Executive Roundtable Interview Series: Liz D’Aloia, HR Virtuoso

As part of our Executive Roundtable Interview Series, we sat down with ISCPO Board Member Liz D’Aloia. Liz is Founder & CEO of HR Virtuoso,  an HR and employment law consulting firm that also helps companies optimize their employment application processes and increase their candidate pool with its proprietary mobile recruiting software system (SaaS). Prior to launching HR Virtuoso, Liz rose through the ranks of transportation, retail, and mortgage companies as a Senior Employment Attorney and VP of HR.

An active ISCPO board member, she provides a unique perspective on the many facets of HR management—from complex project management such as restructurings, compensation plan design and implementation, and staffing models to FLSA compliance strategies,  employee relations training, diversity, and other recruiting strategies to support affirmative action plans. She holds a BA from Hampshire College and a JD from Brooklyn Law School.  She is admitted to practice in Texas, New York, New Jersey, Florida, and Kansas. Liz is a nationally recognized blogger, speaker, and HR practitioner.

Liz D'Aloia

Liz D’Aloia – HR Virtuoso

We asked Liz to share where the industry is going as it related to people resources, dealing with staff shortages, and best practices in advocating the LP profession within organizations.

 

How has the industry evolved since you started out, especially related to the tight labor market within the supply chain domestically?

 
Automation and technology are definitely the two biggest changes since I began working in the logistics industry. Our employees need to be more tech-savvy than ever before, while our leaders need to understand that technology can alleviate, but doesn’t always solve problems.
 
Some things haven’t changed, though. We’ve always had a driver shortage, and great employees are always very hard to find and keep.



Given your expertise what three things can LP leaders implement to create effective LP departments in a retail or eCommerce channel?

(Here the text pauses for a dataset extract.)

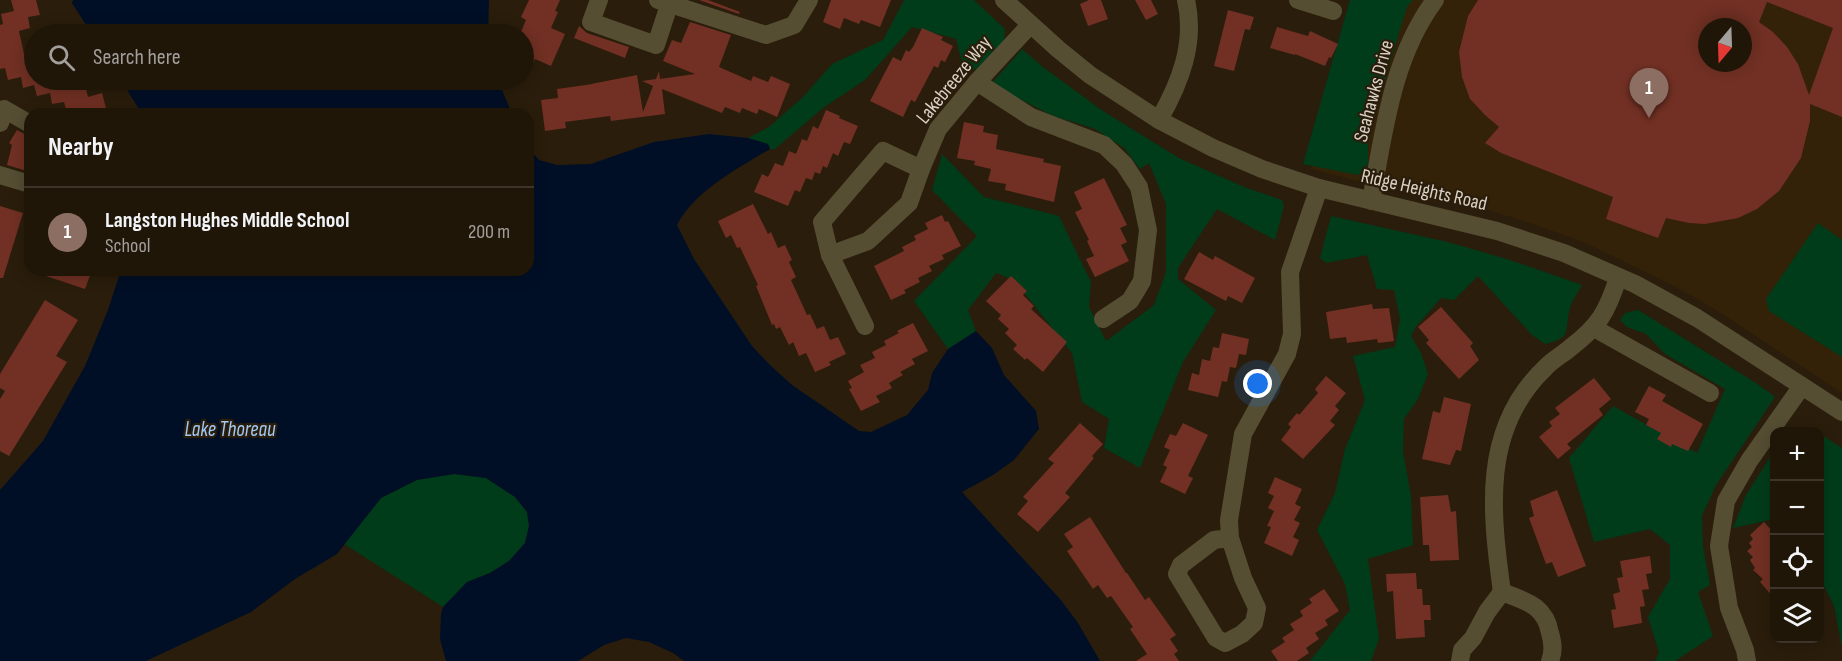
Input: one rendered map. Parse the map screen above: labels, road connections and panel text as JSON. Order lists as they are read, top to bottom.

  • Since HR and LP are both support roles, I think the best thing that leaders in these areas can do is to understand the business and its goals and to become trusted partners throughout the organization. LP and HR often work very closely in terms of safety and security, but we also need to work closely with finance, legal, and of course, operations.

 

  • LP practitioners often deal with public sector law enforcement and precarious situations that involve criminal activity. On a day-to-day basis, HR gets involved in loss prevention in supporting safe work practices and employee theft investigations. HR and LP must coordinate closely when the heartbreak and tragedy of domestic violence seeps into the workplace in the form of anger issues, restraining orders, and active shooter crises. While all areas of a company share the responsibility for a safe working environment, great communication and collaboration between LP and HR are essential.

 

  • While LP identifies and mitigates risk to employee safety, it’s up to HR to help communicate those risks, and what we’re doing to alleviate them. Building a culture of safety is a responsibility that’s owned by everyone, but HR can definitely help in explaining the “whys” and with other communication initiatives.

 

Why did you participate on the ISCPO board?

 
I spent most of my career in supply chain organizations and worked in a variety of roles that encompassed safety, HR, and legal issues. I think a strong partnership between LP and HR is essential at any company since we work on a lot of complex, and often very emotional issues. At Office Depot, I really enjoyed my partnerships with my loss prevention team, which included Glenn and Wes. So, when they offered me the opportunity to keep working with them in an advisory capacity, I welcomed it. The ISCPO is a visionary organization, and there’s really nothing else like it for LP professionals. I’m very proud to be part of this team.